Eileen begins step two: planting the seed of sexual shame in her “friend’s” heart. Then Paul will be all hers. All hers! Or maybe not; perhaps she’s just acting on behalf of the community, since usually around this time of the year the flowers were out, and nothing’s been growing in a six block radius around her friend’s house.

Somewhere, over the rainbow! 

I’ll leave out the solution for a moment. The happy conclusion:

Victory! Paul can’t stop smelling her ear. To what dulcet ablution do we owe this sweet tender moment?

 

 

At some point they got out of that racket, and marketed the stuff for toilets and tubs. You know, things made of hard ceramic.

If you don't care for the Obligatory "24" Update, remember: it's Tuesday Funnies.

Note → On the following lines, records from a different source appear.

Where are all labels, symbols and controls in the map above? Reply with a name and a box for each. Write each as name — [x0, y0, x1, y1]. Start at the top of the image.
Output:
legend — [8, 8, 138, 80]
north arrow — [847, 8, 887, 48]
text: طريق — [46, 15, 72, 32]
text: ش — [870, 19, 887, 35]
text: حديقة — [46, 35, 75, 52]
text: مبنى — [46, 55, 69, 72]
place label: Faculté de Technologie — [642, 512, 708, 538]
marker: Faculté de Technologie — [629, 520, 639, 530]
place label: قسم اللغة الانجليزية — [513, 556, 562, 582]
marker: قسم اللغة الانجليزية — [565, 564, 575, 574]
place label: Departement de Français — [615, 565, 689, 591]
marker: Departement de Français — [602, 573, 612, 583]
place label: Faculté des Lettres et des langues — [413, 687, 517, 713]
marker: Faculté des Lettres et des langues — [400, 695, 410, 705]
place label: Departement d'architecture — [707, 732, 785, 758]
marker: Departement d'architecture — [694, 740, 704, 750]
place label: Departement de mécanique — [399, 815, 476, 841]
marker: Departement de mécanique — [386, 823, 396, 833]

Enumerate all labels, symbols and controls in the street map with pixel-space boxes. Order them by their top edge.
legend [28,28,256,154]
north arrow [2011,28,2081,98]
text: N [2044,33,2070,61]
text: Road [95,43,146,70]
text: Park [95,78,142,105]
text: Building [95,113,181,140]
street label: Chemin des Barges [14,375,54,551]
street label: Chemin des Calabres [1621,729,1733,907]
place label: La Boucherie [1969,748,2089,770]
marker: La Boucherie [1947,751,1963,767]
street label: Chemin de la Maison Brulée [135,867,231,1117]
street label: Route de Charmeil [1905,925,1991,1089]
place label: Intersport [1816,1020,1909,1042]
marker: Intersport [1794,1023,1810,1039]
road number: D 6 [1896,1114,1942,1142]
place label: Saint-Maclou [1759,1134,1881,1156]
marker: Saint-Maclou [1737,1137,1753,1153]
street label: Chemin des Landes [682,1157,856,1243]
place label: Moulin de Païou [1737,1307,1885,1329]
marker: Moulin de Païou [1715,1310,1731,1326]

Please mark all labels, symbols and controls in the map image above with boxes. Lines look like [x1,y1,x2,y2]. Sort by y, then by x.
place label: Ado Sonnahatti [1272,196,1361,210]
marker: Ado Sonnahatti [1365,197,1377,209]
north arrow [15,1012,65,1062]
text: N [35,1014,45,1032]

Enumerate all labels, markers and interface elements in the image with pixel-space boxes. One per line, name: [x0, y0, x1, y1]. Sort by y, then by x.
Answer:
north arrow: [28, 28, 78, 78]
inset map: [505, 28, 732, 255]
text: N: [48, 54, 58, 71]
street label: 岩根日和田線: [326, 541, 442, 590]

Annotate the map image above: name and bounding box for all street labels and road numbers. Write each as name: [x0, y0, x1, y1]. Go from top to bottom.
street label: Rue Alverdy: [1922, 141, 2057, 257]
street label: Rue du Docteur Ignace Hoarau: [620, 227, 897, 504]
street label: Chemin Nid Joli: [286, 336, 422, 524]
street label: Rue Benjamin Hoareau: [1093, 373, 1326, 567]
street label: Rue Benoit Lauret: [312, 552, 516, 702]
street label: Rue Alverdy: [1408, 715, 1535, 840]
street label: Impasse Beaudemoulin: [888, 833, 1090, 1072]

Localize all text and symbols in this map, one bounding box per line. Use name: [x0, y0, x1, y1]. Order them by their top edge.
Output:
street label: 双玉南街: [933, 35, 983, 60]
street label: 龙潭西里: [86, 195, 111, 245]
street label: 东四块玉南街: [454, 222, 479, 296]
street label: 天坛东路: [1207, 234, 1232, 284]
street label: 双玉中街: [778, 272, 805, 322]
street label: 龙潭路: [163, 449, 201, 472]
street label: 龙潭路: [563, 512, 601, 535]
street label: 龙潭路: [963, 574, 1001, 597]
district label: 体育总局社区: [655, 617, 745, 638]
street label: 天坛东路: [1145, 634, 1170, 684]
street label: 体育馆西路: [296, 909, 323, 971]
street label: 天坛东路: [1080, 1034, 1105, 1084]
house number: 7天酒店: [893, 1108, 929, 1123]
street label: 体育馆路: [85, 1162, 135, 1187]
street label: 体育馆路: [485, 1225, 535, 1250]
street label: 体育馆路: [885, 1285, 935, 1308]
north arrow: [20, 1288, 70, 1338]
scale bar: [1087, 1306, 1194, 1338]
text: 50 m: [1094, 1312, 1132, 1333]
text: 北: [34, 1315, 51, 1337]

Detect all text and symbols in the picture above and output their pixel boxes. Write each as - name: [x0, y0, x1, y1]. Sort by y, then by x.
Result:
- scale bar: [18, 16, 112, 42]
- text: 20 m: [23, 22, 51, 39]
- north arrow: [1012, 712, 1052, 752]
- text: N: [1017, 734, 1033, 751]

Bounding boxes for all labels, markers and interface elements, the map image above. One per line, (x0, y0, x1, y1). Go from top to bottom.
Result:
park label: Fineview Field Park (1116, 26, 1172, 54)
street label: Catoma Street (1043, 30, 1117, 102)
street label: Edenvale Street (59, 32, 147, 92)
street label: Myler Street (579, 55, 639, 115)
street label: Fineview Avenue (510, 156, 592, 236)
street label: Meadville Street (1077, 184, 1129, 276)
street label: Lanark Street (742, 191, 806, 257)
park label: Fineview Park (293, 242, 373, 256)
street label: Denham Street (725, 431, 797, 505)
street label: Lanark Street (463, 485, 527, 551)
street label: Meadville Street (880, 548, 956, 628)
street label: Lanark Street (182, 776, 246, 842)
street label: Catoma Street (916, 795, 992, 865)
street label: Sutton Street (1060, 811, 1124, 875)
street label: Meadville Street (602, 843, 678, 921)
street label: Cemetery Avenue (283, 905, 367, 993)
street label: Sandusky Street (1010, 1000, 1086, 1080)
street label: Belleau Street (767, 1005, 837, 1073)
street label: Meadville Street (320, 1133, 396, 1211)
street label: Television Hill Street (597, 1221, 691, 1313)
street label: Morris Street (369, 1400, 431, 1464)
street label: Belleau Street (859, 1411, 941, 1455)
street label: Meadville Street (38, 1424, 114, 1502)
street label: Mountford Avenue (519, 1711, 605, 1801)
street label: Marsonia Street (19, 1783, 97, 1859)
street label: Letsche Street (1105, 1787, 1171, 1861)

And now, the O24U. Morris, the Shoe Salesman on whom the fate of the nation now hangs, has been abducted. Jack is flying one of the always-available helicopters to inspect the site; en route he’s informed that Piglet is dead, and naturally he blames himself. This will complicate the family reunion with the sister-in-law. Meanwhile, the CTU computer surveillance system – which can find a car in the vast LA metropolis but cannot detect the Seasonal Mole who always complicates the plan in the 22nd hour – has found the car in which Morris is riding. I suspect that atmospheric particle-density sensors have picked up his cologne. 

UPDATE: Morris makes a play for Trashee LeMoll’s sympathies, but it doesn’t work; they escape, using one of the conveniently located, perfectly running vehicles left by the roadside by the International Terrorist Assistance Organization (a 501c non-profit)

UPDATE:  HOLY CRAP. Did not see that coming. At all. I was getting up to make popcorn, figuring it would be more driving and shouting for a while, with cut-aways to CTU for frowning and typing, and Trashee pops her boyfriend. Whoa. No anchor shot, though. Amateur.

UPDATE:  Well, that wins the award for the shortest elapsed time of hopeful relief in the entire show. 

UPDATE: I’m having popcorn, so I can’t type. Greases up the keys.

UPDATE: “I can’t serve,” says the presidential aide. (What to call him? I.N. Turner, maybe.) “Not in this administration.” Ah! It’s time for the annual coup, then. Meanwhile, Trashee delivers Morris to a small room of with 126 scowling men, several of whom prepare Morris for his delicate technical job by liquefying the majority of his internal organs. Trashee’s pained reaction indicates she may escape a bad “24” fate, and have a redemptive moment before the end.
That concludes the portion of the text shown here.